Par JOHANN CHAPOUTOT. Historien. professeur d'histoire contemporaine à Paris Sorbonne.
<<Macron ou le triomphe de la destructrice pensée néolibérale
Le président élu en 2017 achève le travail de ses prédécesseurs, en imposant une logique comptable et de recul de l'Etat dans l'économique et le social.
Depuis quelque temps. Le Figaro se fâche et lâche ses coups. Alors que, depuis mai 2017, le journal de Dassault louait Macron, il a ouvert le procès en renoncement et en chiraquisation: le Président recule, paraît-il, sur tous les fronts. Il donne de l'argent aux gueux (les gilets jaunes), il cède sur l'hôpital, il hésite sur les retraites, il laisse filer les déficits. Poltron, fulmine l'éditorialiste vengeur! Même pas cap de tenir ton cap!

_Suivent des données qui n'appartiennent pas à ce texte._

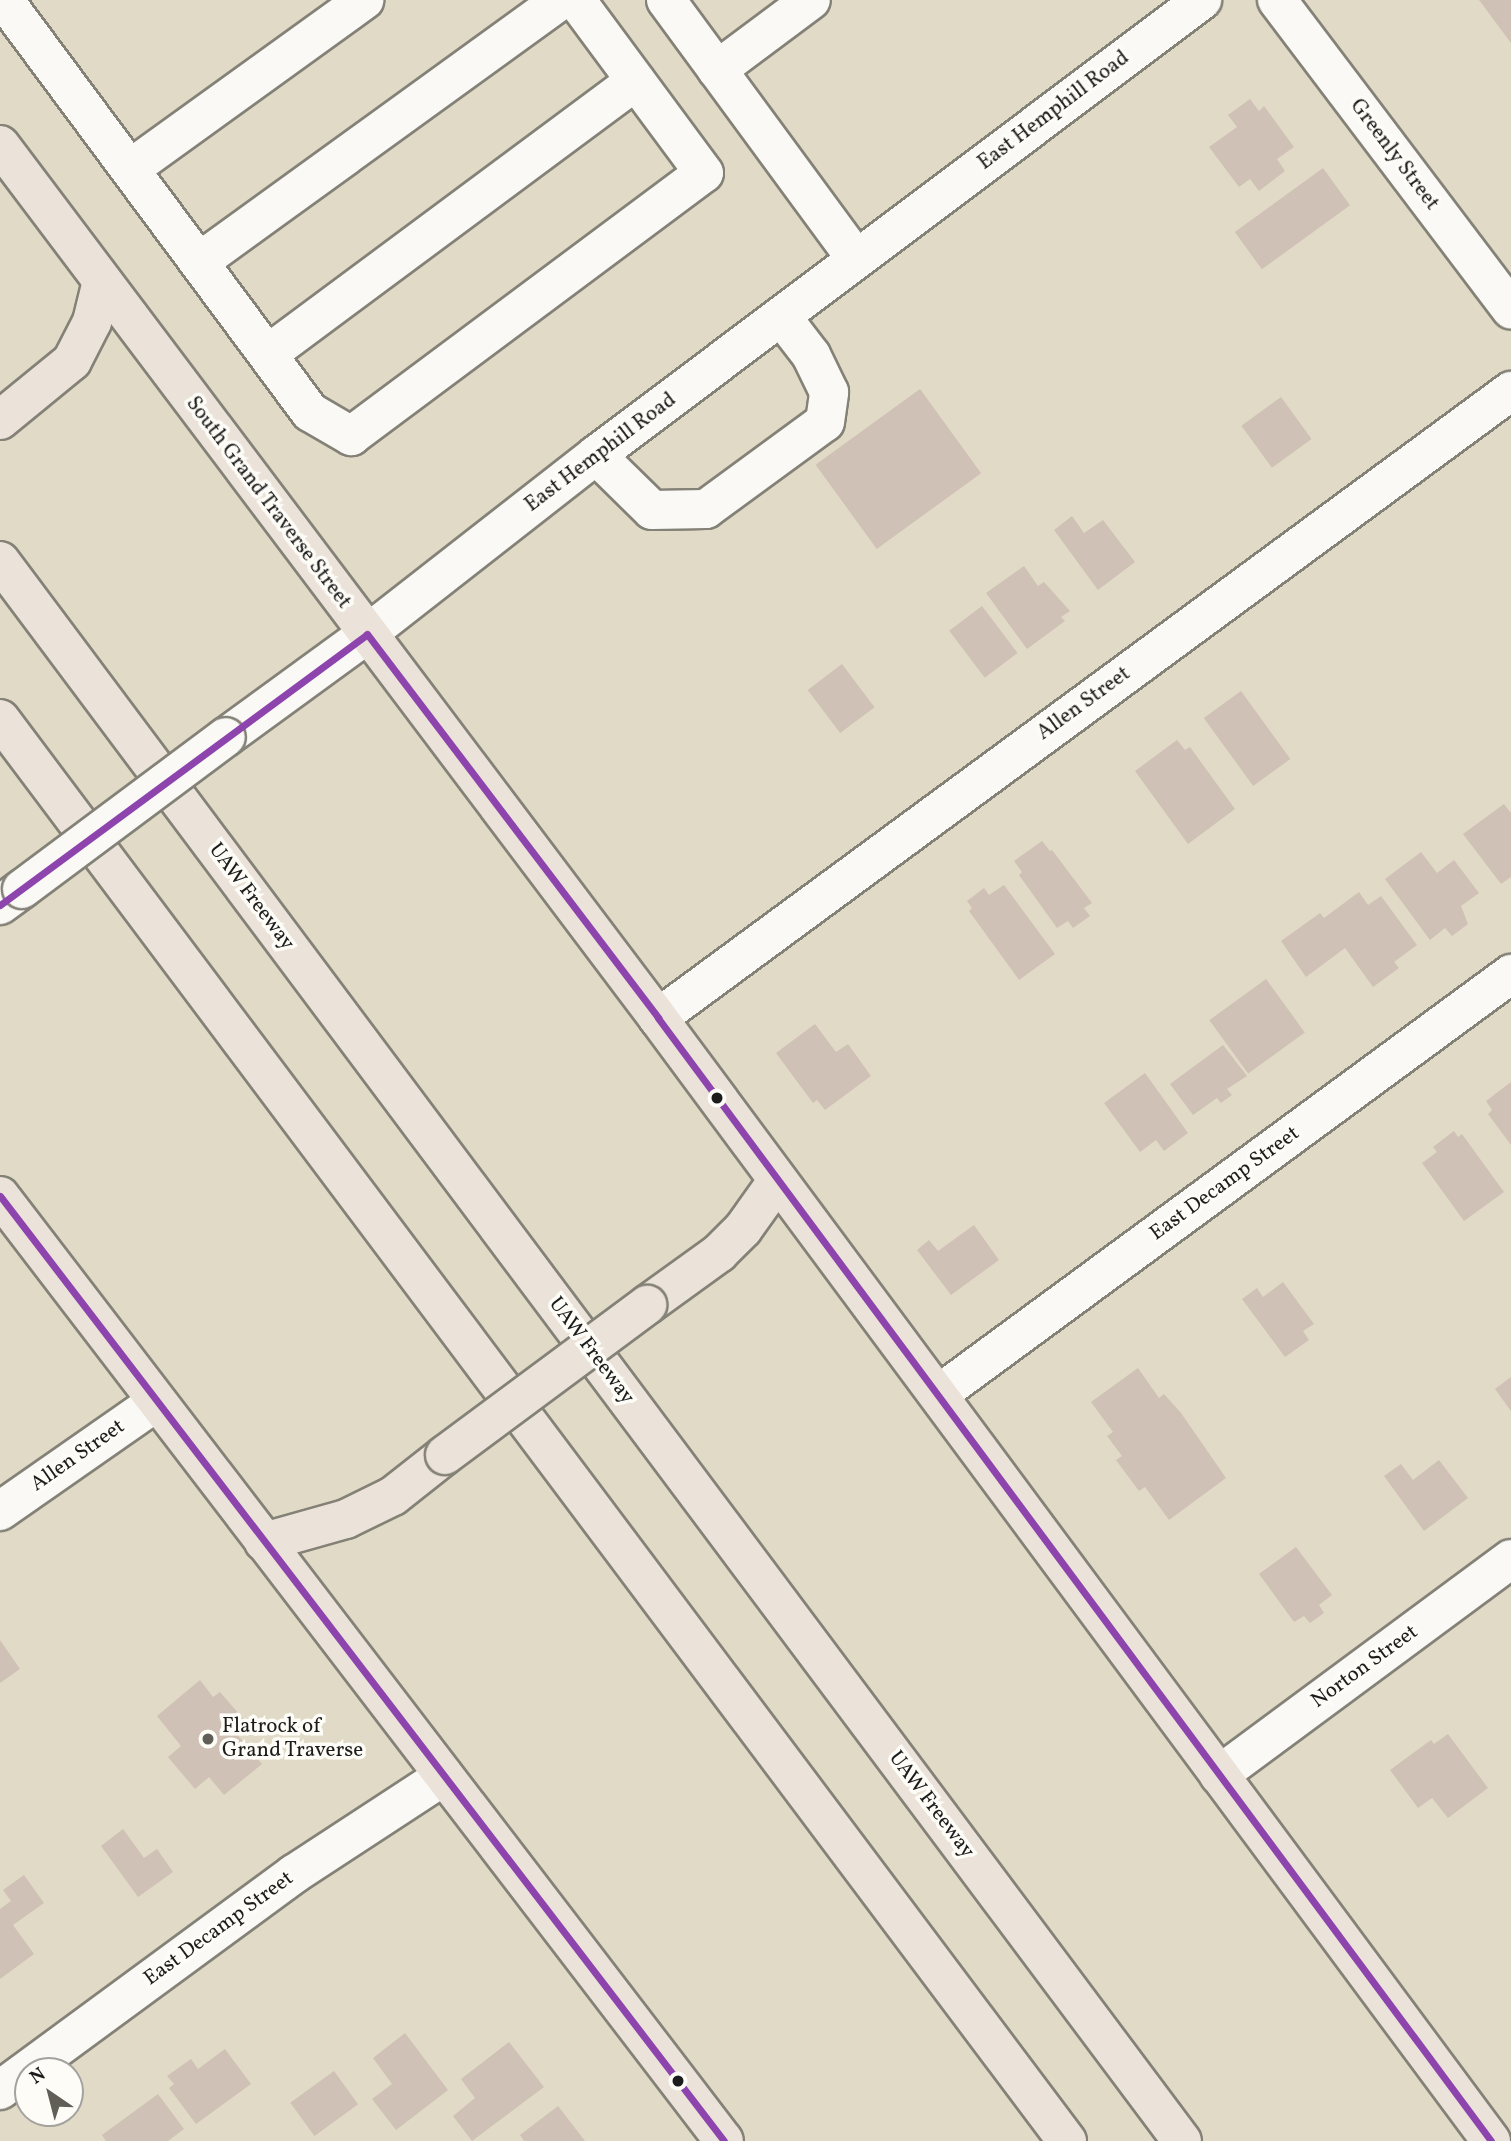 <!DOCTYPE html>
<style>
body{margin:0}
#map{position:relative;width:1511px;height:2141px;overflow:hidden;background:#e0dac6;font-family:Vollkorn,serif}
div>[style]{position:absolute}
.building>*{inset:0;background:#d0c1b6;transform-origin:0 0}
.roads{filter:drop-shadow(2px 0 #848177) drop-shadow(-2px 0 #848177) drop-shadow(0 2px #848177) drop-shadow(0 -2px #848177)}
.minor>*{height:38px;margin:-19px;padding:0 19px;transform-origin:19px;border-radius:19px;background:#faf9f6}
.major>*{height:38px;margin:-19px;padding:0 19px;transform-origin:19px;border-radius:19px;background:#ebe3da}
.highway>*{height:38px;margin:-19px;padding:0 19px;transform-origin:19px;border-radius:19px;background:#ebe3da}
.bridges{filter:drop-shadow(2px 0 #848177) drop-shadow(-2px 0 #848177) drop-shadow(0 2px #848177) drop-shadow(0 -2px #848177)}
.minor-bridge>*{height:38px;margin:-19px;padding:0 19px;transform-origin:19px;border-radius:19px;background:#faf9f6}
.major-bridge>*{height:38px;margin:-19px;padding:0 19px;transform-origin:19px;border-radius:19px;background:#ebe3da}
.bus-1>*{height:7px;margin:-3.5px;padding:0 3.5px;transform-origin:3.5px;border-radius:3.5px;background:#8e44ad}
.dots>*{width:19px;height:19px;translate:-50% -50%;box-sizing:border-box;border:4px solid #fdfcf7;border-radius:50%}
span{translate:-50% -50%;white-space:nowrap;text-align:center;line-height:1.15;-webkit-text-stroke:7px #fdfcf7;paint-order:stroke}
.street-label{font-size:21px;color:#1c1c1c}
.poi-label{font-size:21px;color:#1c1c1c}
.left{translate:0 -50%;text-align:left}
.north{position:absolute;left:14px;top:2057px;width:70px;height:70px;box-sizing:border-box;background:#fdfcf7;border:2px solid #a3a29f;border-radius:50%;rotate:325deg;font-size:19px;font-weight:700;line-height:28px;text-align:center;color:#1c1c1c}
.north::after{content:'';display:block;margin:auto;width:24px;height:32px;background:#615e58;clip-path:polygon(50% 0,100% 100%,50% 72%,0 100%)}
</style>
<div id="map">
<div class="building">
<div style="clip-path:polygon(1479px 0,1511px 0,1511px 43px)"></div>
<div style="clip-path:polygon(1250px 99px,1259px 111px,1264px 106px,1294px 147px,1277px 159px,1285px 171px,1259px 191px,1250px 179px,1239px 187px,1209px 147px,1237px 127px,1228px 115px)"></div>
<div style="left:1323px;top:168px;width:46px;height:109px;rotate:54deg"></div>
<div style="left:920px;top:389px;width:104px;height:129px;rotate:54deg"></div>
<div style="left:1281px;top:397px;width:52px;height:49px;rotate:54deg"></div>
<div style="clip-path:polygon(1072px 516px,1084px 533px,1103px 520px,1135px 562px,1098px 590px,1054px 530px)"></div>
<div style="clip-path:polygon(1024px 566px,1038px 586px,1044px 582px,1070px 611px,1061px 617px,1065px 621px,1027px 649px,986px 593px)"></div>
<div style="left:982px;top:606px;width:59px;height:41px;rotate:53deg"></div>
<div style="left:842px;top:664px;width:54px;height:43px;rotate:53deg"></div>
<div style="left:1241px;top:691px;width:84px;height:46px;rotate:54deg"></div>
<div style="clip-path:polygon(1177px 740px,1185px 750px,1190px 747px,1235px 809px,1188px 844px,1135px 771px)"></div>
<div style="clip-path:polygon(1504px 804px,1511px 813px,1511px 877px,1501px 884px,1463px 834px)"></div>
<div style="clip-path:polygon(1042px 841px,1050px 851px,1052px 850px,1092px 903px,1084px 908px,1090px 916px,1073px 928px,1068px 921px,1057px 928px,1019px 875px,1022px 872px,1014px 861px)"></div>
<div style="clip-path:polygon(1421px 852px,1437px 873px,1454px 860px,1479px 893px,1461px 906px,1468px 924px,1452px 936px,1445px 928px,1430px 940px,1385px 879px)"></div>
<div style="clip-path:polygon(1004px 885px,1055px 954px,1019px 980px,969px 911px,972px 908px,967px 901px,984px 888px,989px 895px)"></div>
<div style="clip-path:polygon(1359px 892px,1368px 905px,1381px 896px,1417px 945px,1394px 962px,1399px 968px,1373px 987px,1345px 948px,1306px 977px,1281px 941px,1320px 913px,1324px 918px)"></div>
<div style="left:1266px;top:979px;width:66px;height:70px;rotate:54deg"></div>
<div style="clip-path:polygon(815px 1024px,836px 1052px,848px 1044px,871px 1076px,825px 1110px,817px 1100px,813px 1103px,776px 1053px)"></div>
<div style="clip-path:polygon(1223px 1045px,1247px 1076px,1227px 1089px,1232px 1095px,1221px 1103px,1217px 1098px,1193px 1115px,1170px 1084px)"></div>
<div style="clip-path:polygon(1145px 1073px,1188px 1133px,1164px 1151px,1156px 1140px,1140px 1152px,1104px 1103px)"></div>
<div style="clip-path:polygon(1511px 1082px,1511px 1145px,1488px 1114px,1492px 1110px,1486px 1101px)"></div>
<div style="clip-path:polygon(1454px 1131px,1458px 1137px,1462px 1134px,1504px 1192px,1464px 1221px,1422px 1163px,1437px 1152px,1433px 1147px)"></div>
<div style="clip-path:polygon(974px 1225px,999px 1260px,951px 1295px,917px 1250px,929px 1240px,938px 1251px)"></div>
<div style="clip-path:polygon(1283px 1282px,1314px 1324px,1303px 1331px,1309px 1340px,1285px 1357px,1242px 1299px,1257px 1288px,1263px 1297px)"></div>
<div style="clip-path:polygon(1138px 1368px,1159px 1398px,1164px 1394px,1181px 1413px,1226px 1478px,1169px 1520px,1145px 1487px,1139px 1491px,1116px 1460px,1122px 1456px,1107px 1436px,1113px 1432px,1091px 1402px)"></div>
<div style="clip-path:polygon(1511px 1377px,1511px 1411px,1495px 1389px)"></div>
<div style="clip-path:polygon(1439px 1460px,1468px 1498px,1424px 1531px,1384px 1476px,1401px 1464px,1413px 1480px)"></div>
<div style="clip-path:polygon(1296px 1547px,1332px 1595px,1319px 1605px,1324px 1613px,1310px 1623px,1304px 1616px,1294px 1622px,1259px 1574px)"></div>
<div style="clip-path:polygon(0 1640px,20px 1669px,0 1683px)"></div>
<div style="clip-path:polygon(200px 1680px,213px 1697px,220px 1692px,246px 1722px,235px 1732px,262px 1764px,224px 1795px,209px 1777px,195px 1789px,168px 1757px,181px 1746px,157px 1716px)"></div>
<div style="clip-path:polygon(1448px 1734px,1488px 1788px,1448px 1818px,1432px 1798px,1418px 1808px,1390px 1770px,1431px 1740px,1434px 1744px)"></div>
<div style="clip-path:polygon(123px 1829px,144px 1858px,157px 1849px,173px 1872px,138px 1897px,101px 1846px)"></div>
<div style="clip-path:polygon(24px 1875px,44px 1903px,13px 1925px,34px 1954px,0 1979px,0 1909px,11px 1901px,3px 1890px)"></div>
<div style="clip-path:polygon(405px 2033px,448px 2090px,396px 2130px,372px 2099px,392px 2084px,373px 2058px)"></div>
<div style="clip-path:polygon(509px 2042px,544px 2087px,472px 2141px,453px 2116px,475px 2098px,461px 2079px)"></div>
<div style="clip-path:polygon(225px 2049px,251px 2084px,196px 2124px,169px 2088px,174px 2084px,167px 2076px,191px 2059px,198px 2069px)"></div>
<div style="left:334px;top:2071px;width:41px;height:54px;rotate:54deg"></div>
<div style="clip-path:polygon(158px 2094px,184px 2129px,168px 2141px,106px 2141px,102px 2135px)"></div>
<div style="clip-path:polygon(558px 2106px,585px 2141px,524px 2141px,520px 2135px)"></div>
</div>
<div class="roads">
<div class="minor">
<div style="left:4px;top:0;width:513px;rotate:53.4deg"></div>
<div style="left:310px;top:412px;width:48px;rotate:30.3deg"></div>
<div style="left:351px;top:436px;width:440px;rotate:-36.7deg"></div>
<div style="left:704px;top:173px;width:215px;rotate:-126.5deg"></div>
<div style="left:666px;top:0;width:321px;rotate:53.7deg"></div>
<div style="left:1277px;top:0;width:388px;rotate:52.9deg"></div>
<div style="left:717px;top:70px;width:117px;rotate:-36.7deg"></div>
<div style="left:130px;top:169px;width:289px;rotate:-35.8deg"></div>
<div style="left:199px;top:262px;width:447px;rotate:-35.9deg"></div>
<div style="left:268px;top:354px;width:458px;rotate:-36.6deg"></div>
<div style="left:596px;top:455px;width:78px;rotate:44.5deg"></div>
<div style="left:652px;top:510px;width:54px;rotate:-1.1deg"></div>
<div style="left:706px;top:509px;width:147px;rotate:-36.2deg"></div>
<div style="left:825px;top:422px;width:30px;rotate:-82deg"></div>
<div style="left:829px;top:392px;width:41px;rotate:-115.9deg"></div>
<div style="left:811px;top:355px;width:49px;rotate:-127.6deg"></div>
<div style="left:226px;top:737px;width:175px;rotate:-36.1deg"></div>
<div style="left:367px;top:634px;width:291px;rotate:-38deg"></div>
<div style="left:596px;top:455px;width:758px;rotate:-36.9deg"></div>
<div style="left:0;top:905px;width:27px;rotate:-36deg"></div>
<div style="left:658px;top:1018px;width:1059px;rotate:-36.32deg"></div>
<div style="left:939px;top:1394px;width:710px;rotate:-36.29deg"></div>
<div style="left:0;top:1511px;width:189px;rotate:-34.9deg"></div>
<div style="left:1219px;top:1775px;width:363px;rotate:-36.5deg"></div>
<div style="left:0;top:2090px;width:365px;rotate:-36.3deg"></div>
<div style="left:294px;top:1874px;width:179px;rotate:-33.2deg"></div>
</div>
<div class="major">
<div style="left:0;top:145px;width:1093px;rotate:52.99deg"></div>
<div style="left:658px;top:1018px;width:1398px;rotate:53.43deg"></div>
<div style="left:0;top:420px;width:93px;rotate:-39.3deg"></div>
<div style="left:72px;top:361px;width:44px;rotate:-62.9deg"></div>
<div style="left:92px;top:322px;width:42px;rotate:-76.3deg"></div>
<div style="left:0;top:1196px;width:1190px;rotate:52.54deg"></div>
<div style="left:647px;top:1305px;width:89px;rotate:-35.8deg"></div>
<div style="left:719px;top:1253px;width:34px;rotate:-45deg"></div>
<div style="left:743px;top:1229px;width:60px;rotate:-54.5deg"></div>
<div style="left:264px;top:1542px;width:85px;rotate:-15.7deg"></div>
<div style="left:346px;top:1519px;width:52px;rotate:-26.1deg"></div>
<div style="left:393px;top:1496px;width:66px;rotate:-38.3deg"></div>
</div>
<div class="highway">
<div style="left:0;top:561px;width:1973px;rotate:53.2deg"></div>
<div style="left:0;top:719px;width:1778px;rotate:53.12deg"></div>
</div>
</div>
<div class="bridges">
<div class="minor-bridge">
<div style="left:22px;top:889px;width:254px;rotate:-36.7deg"></div>
</div>
<div class="major-bridge">
<div style="left:445px;top:1455px;width:252px;rotate:-36.6deg"></div>
</div>
</div>
<div class="bus-1">
<div style="left:0;top:905px;width:456px;rotate:-36.4deg"></div>
<div style="left:367px;top:634px;width:482px;rotate:52.8deg"></div>
<div style="left:658px;top:1018px;width:1398px;rotate:53.43deg"></div>
<div style="left:0;top:1196px;width:1190px;rotate:52.54deg"></div>
</div>
<div class="dots">
<div style="left:717px;top:1098px;background:#1c1c1c"></div>
<div style="left:208px;top:1739px;background:#615e58"></div>
<div style="left:678px;top:2081px;background:#1c1c1c"></div>
</div>
<div class="street-label">
<span style="left:1054px;top:111px;rotate:-37deg">East Hemphill Road</span>
<span style="left:1394px;top:155px;rotate:53deg">Greenly Street</span>
<span style="left:601px;top:453px;rotate:-37deg">East Hemphill Road</span>
<span style="left:268px;top:503px;rotate:53deg">South Grand Traverse Street</span>
<span style="left:1084px;top:704px;rotate:-36deg">Allen Street</span>
<span style="left:251px;top:897px;rotate:53deg">UAW Freeway</span>
<span style="left:1225px;top:1184px;rotate:-36deg">East Decamp Street</span>
<span style="left:591px;top:1351px;rotate:53deg">UAW Freeway</span>
<span style="left:78px;top:1456px;rotate:-35deg">Allen Street</span>
<span style="left:1365px;top:1667px;rotate:-36deg">Norton Street</span>
<span style="left:931px;top:1805px;rotate:53deg">UAW Freeway</span>
<span style="left:219px;top:1929px;rotate:-36deg">East Decamp Street</span>
</div>
<div class="poi-label">
<span class="left" style="left:222px;top:1739px">Flatrock of<br>Grand Traverse</span>
</div>
<div class="north">N</div>
</div>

Or Macron n'a pas entamé sa retraite de Russie mais, peut-être, son chemin de Damas: il commence à faire de la politique, c'est-à-dire à considérer infirmières, médecins, enseignants et cheminots comme des êtres humains, et non comme des agrégats statistiques et des masses de chiffres à «gérer». Bref, il aurait presque tendance à devenir intelligent. Celui dont les thuriféraires, pâmés en dévotion et fourbus de génuflexions, vantent la «pensée complexe» (dixit sa conseillère en communication, actuelle ministre de je ne sais quoi) comme, naguère, on exaltait le «génie des Carpates», en Roumanie, a toujours fait preuve d'une singulière bêtise. Les internautes ne s'y sont pas trompés, qui ont rapproché notre roi-philosophe de la figure d'OSS 117: un type propre sur lui, au visage régulier, qui profère des énormités moralement scandaleuses et consternantes avec le plus parfait aplomb: «traverser la rue» pour trouver un emploi, «bosser» pour se «payer un costard», «tout ne va pas si mal, allons», etc.
Disciple autoprociamé de Ricœur (quelle touchante modestie! en fait, Ricœur lui devait tout). il a plutôt toujours été le petit télégraphiste des think tanks libéraux, des directions centrales de Bercy et du Medef: «réformer» (pardon, «transformer»), «libérer les énergies», combattre les «conservatismes», etc. Le catéchisme, appris à Sciences-Po, est psalmodié avec application.
Macron a, de fait, une signification historique réelle: il est l'artisan zélé du néolibéralisme dont il veut assurer le règne en France. Sa «révolution» (on l'a trop vite oublié, mais c'est le titre du «livre» qu'il a commis peu avant la présidentielle) n'est que l'introduction, au pays des «Gaulois réfractaires» (c'est que l'on a des lettres), d'un programme néolibéral trop longtemps retardé en France par la gauche (pas celle de Hollande, qui lui a mis le pied à l'étrier) et les «conservatismes- de syndicalistes moustachus.
Le néolibéralisme n'est pas le libéralisme classique, dont il a voulu, dans les années 30, et après la catastrophe de 1929, pallier les défauts. Le libéralisme maintenait l'Etat à sa plus simple expression. Le «néo», le libéralisme rénové d'après le krach et la Grande Dépression, poursuit le désengagement de l'Etat dans l'économie, mais renforce sa présence en matière d'ordre public.
La logique néolibéraie a admirablement été résumée par le sociologue Loïc Wacquant : en amont, l'Etat se retire (dérégulation économique, désengagement social pour faire des «économies»), ce qui produit des catastrophes sociales en série - délocalisations, déstructurations de services publics, drames humains, chômage.
Dès lors, il faut réinvestir l'Etat en aval, non plus sous la forme des assurances sociales et de la régulation économique d’un capitalisme sauvage, mais sous l'aspect de CRS armés de matraques et de «grenades de désencerciement» ainsi que de voltigeurs à moto qui tirent au LBD à vue.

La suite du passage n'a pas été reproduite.